WHAT IS NEEDED: Look through the material below and give the number of lines holding "controls", with no other words.

GIVEN DATA:
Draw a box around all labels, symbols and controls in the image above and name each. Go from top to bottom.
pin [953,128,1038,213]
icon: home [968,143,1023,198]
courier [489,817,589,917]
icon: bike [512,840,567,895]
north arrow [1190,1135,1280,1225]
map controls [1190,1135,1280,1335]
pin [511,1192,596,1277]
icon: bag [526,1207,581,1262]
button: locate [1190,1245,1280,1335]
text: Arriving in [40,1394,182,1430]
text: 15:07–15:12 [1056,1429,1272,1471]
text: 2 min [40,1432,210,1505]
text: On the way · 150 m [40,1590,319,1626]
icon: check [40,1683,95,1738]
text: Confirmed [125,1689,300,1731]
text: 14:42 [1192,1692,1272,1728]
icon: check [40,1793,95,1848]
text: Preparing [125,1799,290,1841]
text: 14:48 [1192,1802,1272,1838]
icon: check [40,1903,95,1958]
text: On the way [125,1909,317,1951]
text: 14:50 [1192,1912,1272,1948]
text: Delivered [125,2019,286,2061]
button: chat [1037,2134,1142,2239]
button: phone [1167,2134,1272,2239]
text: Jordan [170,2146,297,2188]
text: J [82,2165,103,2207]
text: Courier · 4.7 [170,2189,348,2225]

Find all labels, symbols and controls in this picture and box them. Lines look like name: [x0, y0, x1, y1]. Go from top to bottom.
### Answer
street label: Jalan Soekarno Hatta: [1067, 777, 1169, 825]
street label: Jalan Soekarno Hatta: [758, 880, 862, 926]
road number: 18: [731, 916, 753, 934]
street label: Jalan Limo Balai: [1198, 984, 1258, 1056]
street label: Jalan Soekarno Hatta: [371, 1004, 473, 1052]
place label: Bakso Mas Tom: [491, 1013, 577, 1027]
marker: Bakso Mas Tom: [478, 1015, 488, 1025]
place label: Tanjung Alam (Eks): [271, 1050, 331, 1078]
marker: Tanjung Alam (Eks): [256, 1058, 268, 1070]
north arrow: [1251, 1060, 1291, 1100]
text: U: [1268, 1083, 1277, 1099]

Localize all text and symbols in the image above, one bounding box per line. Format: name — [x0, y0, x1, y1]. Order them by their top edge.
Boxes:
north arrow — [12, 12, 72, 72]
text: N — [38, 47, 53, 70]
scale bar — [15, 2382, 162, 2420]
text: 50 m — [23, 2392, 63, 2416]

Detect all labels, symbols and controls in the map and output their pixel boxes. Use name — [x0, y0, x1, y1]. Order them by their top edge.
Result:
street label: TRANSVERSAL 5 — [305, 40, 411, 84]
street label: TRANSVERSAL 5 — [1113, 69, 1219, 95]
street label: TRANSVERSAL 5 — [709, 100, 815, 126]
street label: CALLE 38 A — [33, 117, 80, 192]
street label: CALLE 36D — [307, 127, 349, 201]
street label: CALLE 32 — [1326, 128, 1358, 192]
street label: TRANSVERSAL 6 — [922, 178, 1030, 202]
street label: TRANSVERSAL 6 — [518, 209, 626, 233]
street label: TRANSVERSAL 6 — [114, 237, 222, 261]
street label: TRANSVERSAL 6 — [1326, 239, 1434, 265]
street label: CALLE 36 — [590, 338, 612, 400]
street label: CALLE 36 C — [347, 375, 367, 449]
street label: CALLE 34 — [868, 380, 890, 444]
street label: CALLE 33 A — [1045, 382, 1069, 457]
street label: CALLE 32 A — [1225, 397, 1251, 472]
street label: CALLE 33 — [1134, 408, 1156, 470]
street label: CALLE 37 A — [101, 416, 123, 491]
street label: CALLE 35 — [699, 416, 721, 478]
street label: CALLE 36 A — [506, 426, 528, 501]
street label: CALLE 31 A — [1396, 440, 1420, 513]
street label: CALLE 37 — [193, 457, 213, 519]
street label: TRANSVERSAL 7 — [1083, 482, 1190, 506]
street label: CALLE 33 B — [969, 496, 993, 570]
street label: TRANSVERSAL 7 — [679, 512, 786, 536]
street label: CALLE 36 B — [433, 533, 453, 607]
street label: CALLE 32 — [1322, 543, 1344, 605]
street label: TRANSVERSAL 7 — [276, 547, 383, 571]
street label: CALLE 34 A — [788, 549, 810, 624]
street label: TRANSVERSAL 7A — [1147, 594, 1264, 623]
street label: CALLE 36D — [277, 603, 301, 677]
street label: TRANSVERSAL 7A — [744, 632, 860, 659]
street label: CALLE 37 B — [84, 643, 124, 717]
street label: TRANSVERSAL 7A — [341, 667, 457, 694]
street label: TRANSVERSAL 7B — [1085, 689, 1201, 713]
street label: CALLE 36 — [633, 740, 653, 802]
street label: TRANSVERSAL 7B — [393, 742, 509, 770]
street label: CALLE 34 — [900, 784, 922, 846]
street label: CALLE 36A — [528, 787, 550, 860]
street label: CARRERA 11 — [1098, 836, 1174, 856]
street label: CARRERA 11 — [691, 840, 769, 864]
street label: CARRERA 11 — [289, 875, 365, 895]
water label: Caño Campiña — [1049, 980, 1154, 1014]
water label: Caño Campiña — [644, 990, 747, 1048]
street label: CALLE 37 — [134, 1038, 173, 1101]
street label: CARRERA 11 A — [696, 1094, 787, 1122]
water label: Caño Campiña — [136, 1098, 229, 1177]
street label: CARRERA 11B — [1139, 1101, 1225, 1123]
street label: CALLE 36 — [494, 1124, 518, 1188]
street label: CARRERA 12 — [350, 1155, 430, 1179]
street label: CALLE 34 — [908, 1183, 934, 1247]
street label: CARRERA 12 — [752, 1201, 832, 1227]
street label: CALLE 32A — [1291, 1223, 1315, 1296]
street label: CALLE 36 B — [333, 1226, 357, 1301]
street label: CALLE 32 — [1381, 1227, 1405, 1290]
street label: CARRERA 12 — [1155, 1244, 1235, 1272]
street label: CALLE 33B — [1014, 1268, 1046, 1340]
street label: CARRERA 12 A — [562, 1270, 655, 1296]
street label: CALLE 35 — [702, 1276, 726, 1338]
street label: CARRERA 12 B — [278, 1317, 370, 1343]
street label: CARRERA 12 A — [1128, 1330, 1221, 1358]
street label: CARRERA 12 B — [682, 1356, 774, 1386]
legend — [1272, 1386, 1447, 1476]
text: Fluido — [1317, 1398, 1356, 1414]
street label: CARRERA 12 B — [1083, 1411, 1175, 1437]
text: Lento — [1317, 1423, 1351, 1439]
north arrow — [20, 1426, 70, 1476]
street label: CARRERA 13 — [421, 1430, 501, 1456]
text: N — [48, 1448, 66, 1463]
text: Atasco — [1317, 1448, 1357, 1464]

ANSWER FOR THIS EXERCISE: 4